FBC Zim Open

Tournament information
- Location: Harare, Zimbabwe
- Established: 1979
- Courses: Royal Harare Golf Club Chapman Golf Club
- Par: 72
- Length: 7,241 yards (6,621 m) (RH) 7,198 yards (6,582 m) (C)
- Tours: Sunshine Tour Challenge Tour Safari Circuit
- Format: Stroke play
- Prize fund: R 3,000,000
- Month played: May

Tournament record score
- Aggregate: 266 Nick Price (1995)
- To par: −22 as above

Current champion
- Altin van der Merwe

Final champion
- Royal Harare GC Location in Zimbabwe

= Zimbabwe Open =

Golf tournament

The Zimbabwe Open is a professional golf tournament held in Zimbabwe, currently played on the Sunshine Tour.

==History==
The tournament debuted in 1984 and was part of the Safari circuit from 1985 to 1992, a series of events in Africa played by professionals from the European Tour during the winter season. In 1991 and 1992, the event was also part of the Challenge Tour. From 1993, it moved onto the First National Bank Tour, later renamed the Sunshine Tour.

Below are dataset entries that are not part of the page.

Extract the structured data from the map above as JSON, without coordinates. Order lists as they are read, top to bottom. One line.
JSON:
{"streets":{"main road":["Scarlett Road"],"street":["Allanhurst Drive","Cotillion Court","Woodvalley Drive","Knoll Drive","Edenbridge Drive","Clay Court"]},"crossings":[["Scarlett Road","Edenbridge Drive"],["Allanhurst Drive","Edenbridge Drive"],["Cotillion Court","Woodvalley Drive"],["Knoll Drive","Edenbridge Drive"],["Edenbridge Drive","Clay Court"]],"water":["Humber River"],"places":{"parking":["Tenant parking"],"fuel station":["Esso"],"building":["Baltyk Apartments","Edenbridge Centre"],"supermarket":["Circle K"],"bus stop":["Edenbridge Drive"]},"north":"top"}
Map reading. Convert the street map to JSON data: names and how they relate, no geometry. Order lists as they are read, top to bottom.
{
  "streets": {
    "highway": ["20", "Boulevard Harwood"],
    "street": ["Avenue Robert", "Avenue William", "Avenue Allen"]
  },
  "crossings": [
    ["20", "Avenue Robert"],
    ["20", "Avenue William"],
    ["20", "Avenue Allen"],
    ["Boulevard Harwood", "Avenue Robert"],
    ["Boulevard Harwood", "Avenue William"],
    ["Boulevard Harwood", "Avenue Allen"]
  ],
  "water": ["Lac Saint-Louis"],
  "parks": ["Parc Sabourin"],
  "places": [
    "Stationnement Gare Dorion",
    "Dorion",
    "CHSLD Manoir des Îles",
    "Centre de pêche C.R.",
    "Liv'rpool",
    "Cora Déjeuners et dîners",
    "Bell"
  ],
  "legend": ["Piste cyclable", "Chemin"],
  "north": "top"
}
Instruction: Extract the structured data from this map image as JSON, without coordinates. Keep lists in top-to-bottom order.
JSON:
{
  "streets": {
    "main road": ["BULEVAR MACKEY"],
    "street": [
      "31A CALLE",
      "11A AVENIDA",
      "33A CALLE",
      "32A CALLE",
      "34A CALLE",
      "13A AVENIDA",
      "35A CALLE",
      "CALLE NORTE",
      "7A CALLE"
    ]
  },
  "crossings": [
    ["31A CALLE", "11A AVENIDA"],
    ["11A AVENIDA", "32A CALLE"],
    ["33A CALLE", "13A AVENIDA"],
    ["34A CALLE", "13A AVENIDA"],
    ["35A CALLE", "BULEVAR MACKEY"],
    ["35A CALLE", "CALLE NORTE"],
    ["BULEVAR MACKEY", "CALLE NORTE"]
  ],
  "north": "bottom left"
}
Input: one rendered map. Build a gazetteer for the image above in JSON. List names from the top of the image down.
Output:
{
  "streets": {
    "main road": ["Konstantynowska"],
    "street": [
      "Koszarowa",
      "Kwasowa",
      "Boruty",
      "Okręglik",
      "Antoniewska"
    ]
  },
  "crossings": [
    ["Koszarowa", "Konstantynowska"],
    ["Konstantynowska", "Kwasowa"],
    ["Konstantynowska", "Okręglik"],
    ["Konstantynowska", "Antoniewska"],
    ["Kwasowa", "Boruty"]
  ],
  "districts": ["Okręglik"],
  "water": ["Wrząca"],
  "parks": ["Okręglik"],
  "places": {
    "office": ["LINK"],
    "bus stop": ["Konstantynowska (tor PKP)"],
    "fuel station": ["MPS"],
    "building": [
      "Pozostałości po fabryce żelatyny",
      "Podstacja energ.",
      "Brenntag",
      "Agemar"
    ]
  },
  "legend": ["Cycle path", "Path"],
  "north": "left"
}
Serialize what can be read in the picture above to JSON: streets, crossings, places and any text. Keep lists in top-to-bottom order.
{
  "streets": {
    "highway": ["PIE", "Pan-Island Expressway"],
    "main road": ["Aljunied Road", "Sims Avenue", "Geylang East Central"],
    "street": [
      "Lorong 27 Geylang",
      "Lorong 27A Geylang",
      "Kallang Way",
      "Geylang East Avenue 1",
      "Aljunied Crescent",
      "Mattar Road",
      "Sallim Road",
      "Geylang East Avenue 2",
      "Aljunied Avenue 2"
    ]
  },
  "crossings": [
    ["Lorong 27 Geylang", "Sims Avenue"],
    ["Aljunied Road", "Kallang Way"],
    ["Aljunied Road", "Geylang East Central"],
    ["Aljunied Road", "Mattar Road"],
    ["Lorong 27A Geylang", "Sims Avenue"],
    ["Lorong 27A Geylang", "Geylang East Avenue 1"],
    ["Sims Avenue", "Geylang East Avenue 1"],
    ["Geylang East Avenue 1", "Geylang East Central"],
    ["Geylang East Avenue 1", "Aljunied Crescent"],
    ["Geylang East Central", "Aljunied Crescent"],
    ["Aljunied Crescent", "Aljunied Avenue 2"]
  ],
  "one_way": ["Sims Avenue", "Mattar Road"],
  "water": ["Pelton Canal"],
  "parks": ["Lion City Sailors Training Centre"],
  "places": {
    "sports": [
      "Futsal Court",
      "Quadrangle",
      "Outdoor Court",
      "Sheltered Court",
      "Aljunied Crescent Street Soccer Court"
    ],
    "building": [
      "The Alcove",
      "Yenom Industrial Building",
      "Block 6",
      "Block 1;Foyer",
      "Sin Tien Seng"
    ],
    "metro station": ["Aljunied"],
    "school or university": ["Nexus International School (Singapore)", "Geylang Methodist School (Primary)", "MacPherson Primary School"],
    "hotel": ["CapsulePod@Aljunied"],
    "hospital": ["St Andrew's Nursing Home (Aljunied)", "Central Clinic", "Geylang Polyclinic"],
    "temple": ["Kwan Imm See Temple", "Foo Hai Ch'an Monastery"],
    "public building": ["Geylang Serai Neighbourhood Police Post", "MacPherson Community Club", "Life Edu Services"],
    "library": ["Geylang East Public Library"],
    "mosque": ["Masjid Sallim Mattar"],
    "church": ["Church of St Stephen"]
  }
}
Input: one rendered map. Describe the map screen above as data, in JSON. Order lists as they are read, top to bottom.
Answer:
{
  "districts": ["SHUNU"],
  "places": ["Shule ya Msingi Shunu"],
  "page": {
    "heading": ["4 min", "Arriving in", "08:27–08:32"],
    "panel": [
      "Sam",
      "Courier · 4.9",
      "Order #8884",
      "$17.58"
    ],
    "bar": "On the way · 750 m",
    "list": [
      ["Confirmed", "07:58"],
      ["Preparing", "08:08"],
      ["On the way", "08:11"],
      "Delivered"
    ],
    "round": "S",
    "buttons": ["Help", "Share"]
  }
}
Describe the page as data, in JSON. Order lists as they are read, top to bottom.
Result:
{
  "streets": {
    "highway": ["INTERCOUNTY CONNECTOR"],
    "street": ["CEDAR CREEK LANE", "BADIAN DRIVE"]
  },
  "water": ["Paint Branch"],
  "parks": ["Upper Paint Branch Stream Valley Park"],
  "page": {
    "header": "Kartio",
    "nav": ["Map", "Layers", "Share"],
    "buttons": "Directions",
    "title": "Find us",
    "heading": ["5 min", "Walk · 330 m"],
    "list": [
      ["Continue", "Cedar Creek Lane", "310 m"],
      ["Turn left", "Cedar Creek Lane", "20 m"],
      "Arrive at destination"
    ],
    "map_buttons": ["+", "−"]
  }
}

When it was held in the weeks preceding the Nedbank Golf Challenge, the tournament attracted some of the world's leading players who used it as a warm up to the big money invitational. Past winners include major winners Vijay Singh and Nick Price with Mark McNulty also achieving three victories, making him one of the most successful players in the event. Past winner Gordon J. Brand represented the Ryder Cup.

Due to economic instability in Zimbabwe, the tournament lost sponsors and was cancelled prior to the 2002 event. There were many attempts to resurrect the tournament, but none were successful until 2010. The 2019 edition was also cancelled because of a lack of sponsors caused by a weak economy.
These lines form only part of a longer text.